XAVIER CHARLOT- BLOG EDITOR
“La Haine” is a film about life at the bottom of the socioeconomic totem pole. The story goes as such: In a neighborhood of impoverished housing projects on the outskirts of Paris, riots broke out the previous night in response to the vicious beating and hospitalization of a neighborhood resident by police officers. Our protagonists—a trio of friends named Saïd, Vinz and Hubert—spend the following day bouncing around different locales in the neighborhood, observing the aftermath of the riots as well as engaging in their usual shenanigans.
Through each protagonist, we are shown a different mindset held by people living a lower-class life. Vinz leans towards aggression and violence; he participated in the riots and yearns for the chance to violently resist the system. Hubert, on the other hand, wants to put his past of criminal activity behind him; he wants to escape the projects and live in peace. These two are often at odds as Vinz tries to escalate things and cause conflict while Hubert tries to reign him in.
Saïd doesn’t much care for either side; he prefers to go with the flow. For example, he objected to participating in the riots, not because he thought it was morally wrong, but because they interrupted a drug sale he was trying to make. Saïd is often tasked with keeping his two friends from fighting each other. He epitomizes a repeating theme of the film: “so far, so good”, the idea that people in the projects are just biding their time until disaster eventually strikes.

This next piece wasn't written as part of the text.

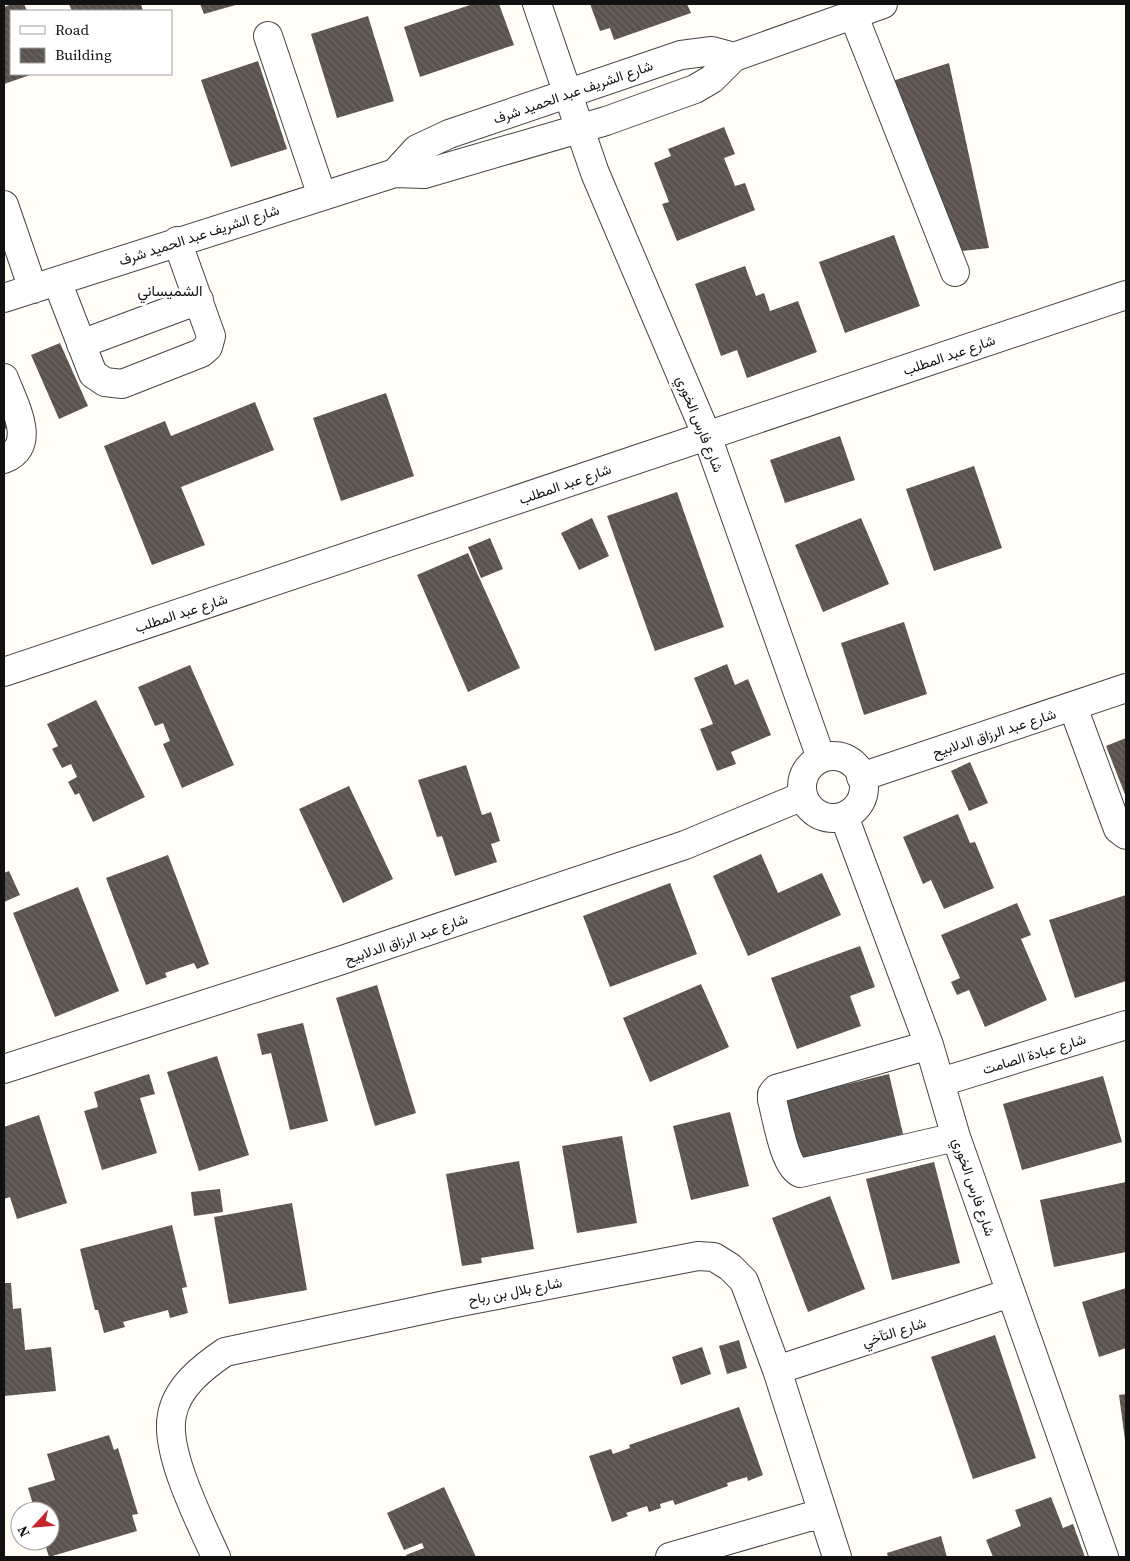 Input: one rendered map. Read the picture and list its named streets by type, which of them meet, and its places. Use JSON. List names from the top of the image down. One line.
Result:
{"streets":{"street":["شارع الشريف عبد الحميد شرف","شارع عبد المطلب","شارع فارس الخوري","شارع عبد الرزاق الدلابيح","شارع عبادة الصامت","شارع بلال بن رباح","شارع التآخي"]},"crossings":[["شارع الشريف عبد الحميد شرف","شارع فارس الخوري"],["شارع عبد المطلب","شارع فارس الخوري"],["شارع فارس الخوري","شارع عبد الرزاق الدلابيح"],["شارع فارس الخوري","شارع عبادة الصامت"],["شارع فارس الخوري","شارع التآخي"],["شارع بلال بن رباح","شارع التآخي"]],"districts":["الشميساني"],"legend":["Road","Building"],"north":"bottom left"}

All three main characters are done fantastically. They each have a lot of depth. When they clash over their differences, they play off each other in such a way that each perspective is explored thoroughly. The actors do a great job bringing them to life, displaying a wide range of emotions and coming off as completely authentic. Most importantly, you can tell that, at the heart of all their interactions, there is an unbreakable bond of friendship. They’ve always got each other’s backs. Even at their lowest points, you can still tell that they care very much for one another.
Another area in which the film shines is its ability to completely immerse you in the setting. The trio’s adventures take them all around the neighborhood and beyond, giving you a large scope of the environment. This point is well exemplified in one of my favorite scenes: A DJ is blaring music out of his fourth-story window for the whole neighborhood to hear. The song is a remix of 90’s American hip hop and the classic French song "Non, Je Ne Regrette Rien" by Edith Piaf. The camera slowly retreats from the window and pans downward to the residents below, giving a bird’s-eye view. Children are running around playing on the playground. Then the camera rises, showing a vast array of drab, uniform apartment buildings stretching across the horizon. This scene truly made me feel like I was there.
This movie made me feel a lot of different things: joy, laughter, sorrow, anger, and every possible combination therein. I’ve watched it several times and each time, I’ve found something new to appreciate about it. It’s truly a masterpiece in my eyes and I think everybody should see it.